Avec ce sous-titre-là, je voudrais non seulement évoquer l'opération que l'on serait déjà en train de faire, ensemble - moi qui suis d'origine argentine et vous parle en français, en ce français-ci en tout cas, aux accents que l'on pourrait supposer, sinon argentins, espagnols... d'origine argentine, à vous qui l'entendez : comme ça... - ; mais je voudrais parler aussi, en guise de préambule de mon exposé, de cette formule:'Traduit de l'espagnol (Argentine)'Comme chacun le sait, c'est l'inscription qu'incluent tous les livres d'auteurs argentins traduits en français à côté du nom de leur traducteur. Et il a l'air d'aller de soi que cette parenthèse qui suit le mot ' espagnol ' puisse loger ainsi le nom de tout pays hispanophone, sauf l'Espagne.Or, il faut bien dire que la sémantique que suggère cette syntaxe à laquelle on s'est habitué ne traduit, elle, rien, si ce n'est une création de toutes pièces des éditeurs français. Et que si elle réussit à donner rapidement deux informations sans doute essentielles pour l'acheteur potentiel, la langue à partir de laquelle le texte a été traduit et l'origine nationale de l'auteur, elle réduit par le même coup les variations de la langue espagnole dans les nations où elle est parlée à un schéma simple, vraisemblable peut-être aux yeux du lecteur français, mais menteur :- parce qu'il laisse croire que les variations essentielles que peut connaître la langue coïncident avec celles de la géographie politique, celle des Etats-nations, ici les nations hispanophones ;- parce qu'il laisse croire qu'il s'agit là de variations dialectales, des formes géographico-nationales qui varient par rapport à un terme neutre, lui invariable et vraisemblablement unitaire, la langue espagnole, celle que l'on parle en Espagne.Or si l'espagnol, comme toute langue, n'existe que dans ses variations sociales, stylistiques, régionales, etc., il faut compter parmi ses caractéristiques essentielles :- que ses grandes régions dialectales ne coïncident pas nécessairement avec les frontières nationales,- que sa détermination est loin d'être banale,- que l'espagnol parlé dans les limites du Royaume d'Espagne connaît souvent davantage de variations régionales que celui dont les frontières vont du sud des Etats-Unis jusqu'à la Terre du Feu,- que cela fait vraiment très longtemps que cette langue multinationale n'a pas un seul centre, coïncidant avec celui de l'ancienne métropole; elle est polycentrique ou pluricentrique.

Les Noms

Les rapports entre les variétés linguistiques (soit des variétés dites dialectales, à l'intérieur d'une même langue, soit entre les langues) sont très souvent des rapports de force, des rapports largement politiques, qui supposent des conflits.

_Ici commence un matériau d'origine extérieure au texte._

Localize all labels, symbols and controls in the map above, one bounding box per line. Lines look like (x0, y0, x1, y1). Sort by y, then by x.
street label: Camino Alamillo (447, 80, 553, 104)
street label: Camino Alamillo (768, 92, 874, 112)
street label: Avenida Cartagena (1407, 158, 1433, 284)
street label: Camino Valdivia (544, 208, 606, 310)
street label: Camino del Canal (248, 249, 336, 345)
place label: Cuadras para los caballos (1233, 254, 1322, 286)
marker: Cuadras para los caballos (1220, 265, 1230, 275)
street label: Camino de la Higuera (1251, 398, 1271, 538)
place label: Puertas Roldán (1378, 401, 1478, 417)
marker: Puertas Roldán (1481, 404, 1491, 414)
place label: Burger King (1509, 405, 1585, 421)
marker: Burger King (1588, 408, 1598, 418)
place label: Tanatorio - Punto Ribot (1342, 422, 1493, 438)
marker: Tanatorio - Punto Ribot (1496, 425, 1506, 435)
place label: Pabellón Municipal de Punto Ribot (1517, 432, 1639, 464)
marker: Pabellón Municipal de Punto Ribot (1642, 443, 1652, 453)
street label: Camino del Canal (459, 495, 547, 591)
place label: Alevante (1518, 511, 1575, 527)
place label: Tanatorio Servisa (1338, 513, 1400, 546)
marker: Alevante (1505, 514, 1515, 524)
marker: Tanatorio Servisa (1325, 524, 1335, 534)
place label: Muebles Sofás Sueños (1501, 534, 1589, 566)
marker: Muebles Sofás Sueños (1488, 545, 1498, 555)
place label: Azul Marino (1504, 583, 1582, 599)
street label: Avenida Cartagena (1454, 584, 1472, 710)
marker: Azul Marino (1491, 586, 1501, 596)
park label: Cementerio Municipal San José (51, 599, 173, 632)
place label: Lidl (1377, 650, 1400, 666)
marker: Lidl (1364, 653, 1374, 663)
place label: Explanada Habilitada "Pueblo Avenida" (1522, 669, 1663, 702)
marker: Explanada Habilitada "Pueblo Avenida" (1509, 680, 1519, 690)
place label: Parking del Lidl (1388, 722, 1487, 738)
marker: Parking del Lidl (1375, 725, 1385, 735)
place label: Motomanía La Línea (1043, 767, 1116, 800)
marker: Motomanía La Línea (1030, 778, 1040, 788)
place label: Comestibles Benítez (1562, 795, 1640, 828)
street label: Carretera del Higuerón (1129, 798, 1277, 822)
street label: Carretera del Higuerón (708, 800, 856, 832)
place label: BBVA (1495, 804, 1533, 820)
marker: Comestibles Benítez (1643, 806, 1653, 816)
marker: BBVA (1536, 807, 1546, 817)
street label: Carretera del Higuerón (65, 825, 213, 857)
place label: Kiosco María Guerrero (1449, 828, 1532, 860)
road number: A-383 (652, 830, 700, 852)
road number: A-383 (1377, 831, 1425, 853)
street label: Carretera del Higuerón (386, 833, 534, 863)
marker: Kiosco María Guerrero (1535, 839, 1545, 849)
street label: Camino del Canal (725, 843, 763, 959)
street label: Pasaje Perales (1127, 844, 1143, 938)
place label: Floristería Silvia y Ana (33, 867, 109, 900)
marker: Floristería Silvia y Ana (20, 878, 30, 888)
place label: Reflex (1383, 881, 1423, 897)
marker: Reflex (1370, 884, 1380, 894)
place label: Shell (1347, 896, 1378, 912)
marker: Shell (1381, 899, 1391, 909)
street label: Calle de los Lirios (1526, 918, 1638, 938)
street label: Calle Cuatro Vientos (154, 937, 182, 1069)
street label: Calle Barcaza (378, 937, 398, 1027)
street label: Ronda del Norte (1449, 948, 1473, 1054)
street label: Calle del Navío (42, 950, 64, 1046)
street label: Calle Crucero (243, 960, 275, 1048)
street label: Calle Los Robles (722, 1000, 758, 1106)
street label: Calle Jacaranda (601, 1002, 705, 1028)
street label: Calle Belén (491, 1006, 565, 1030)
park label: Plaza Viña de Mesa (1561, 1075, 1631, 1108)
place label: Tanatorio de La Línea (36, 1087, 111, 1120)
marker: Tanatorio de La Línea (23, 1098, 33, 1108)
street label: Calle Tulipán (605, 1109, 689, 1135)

La détermination même des limites d'une langue ou d'un dialecte tient souvent à ces rapports, y compris la détermination de ce même statut - langue ou dialecte - et des noms qui l'accompagnent. Dans une bonne moitié des pays hispanophones, dont l'Argentine, il faudrait traduire ' langue espagnole ' par castellano et non pas par español, et ' castellano ' est aussi le nom officiel de la langue d'après la Constitution actuellement en vigueur en Espagne : en Amérique latine, on choisit 'castellano' pour ne pas identifier le nom de sa langue avec le nom d'une autre nation ; en Espagne, et contrairement à ce qui se passait dans la période franquiste, par souci de reconnaissance des autres trois langues parlées dans le pays: le basque, le catalan, le galicien.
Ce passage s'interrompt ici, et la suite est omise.